**Problem description**
Read the listing below. Then repeat it exactly.

(Exercise input begins)

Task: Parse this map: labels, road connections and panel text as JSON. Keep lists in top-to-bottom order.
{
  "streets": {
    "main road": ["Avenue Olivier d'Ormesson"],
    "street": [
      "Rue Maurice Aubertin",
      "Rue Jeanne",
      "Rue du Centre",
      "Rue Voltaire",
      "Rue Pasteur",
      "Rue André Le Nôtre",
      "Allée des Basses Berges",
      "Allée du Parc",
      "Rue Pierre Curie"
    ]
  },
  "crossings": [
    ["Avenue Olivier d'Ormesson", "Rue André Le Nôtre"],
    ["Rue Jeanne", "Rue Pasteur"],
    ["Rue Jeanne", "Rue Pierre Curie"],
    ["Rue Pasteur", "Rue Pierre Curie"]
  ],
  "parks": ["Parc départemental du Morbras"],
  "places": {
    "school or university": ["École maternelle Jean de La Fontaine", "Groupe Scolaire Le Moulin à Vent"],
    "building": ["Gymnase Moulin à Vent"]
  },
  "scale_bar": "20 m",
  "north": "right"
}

(Exercise input ends)

**Written response**
Task: Parse this map: labels, road connections and panel text as JSON. Keep lists in top-to-bottom order.
{
  "streets": {
    "main road": ["Avenue Olivier d'Ormesson"],
    "street": [
      "Rue Maurice Aubertin",
      "Rue Jeanne",
      "Rue du Centre",
      "Rue Voltaire",
      "Rue Pasteur",
      "Rue André Le Nôtre",
      "Allée des Basses Berges",
      "Allée du Parc",
      "Rue Pierre Curie"
    ]
  },
  "crossings": [
    ["Avenue Olivier d'Ormesson", "Rue André Le Nôtre"],
    ["Rue Jeanne", "Rue Pasteur"],
    ["Rue Jeanne", "Rue Pierre Curie"],
    ["Rue Pasteur", "Rue Pierre Curie"]
  ],
  "parks": ["Parc départemental du Morbras"],
  "places": {
    "school or university": ["École maternelle Jean de La Fontaine", "Groupe Scolaire Le Moulin à Vent"],
    "building": ["Gymnase Moulin à Vent"]
  },
  "scale_bar": "20 m",
  "north": "right"
}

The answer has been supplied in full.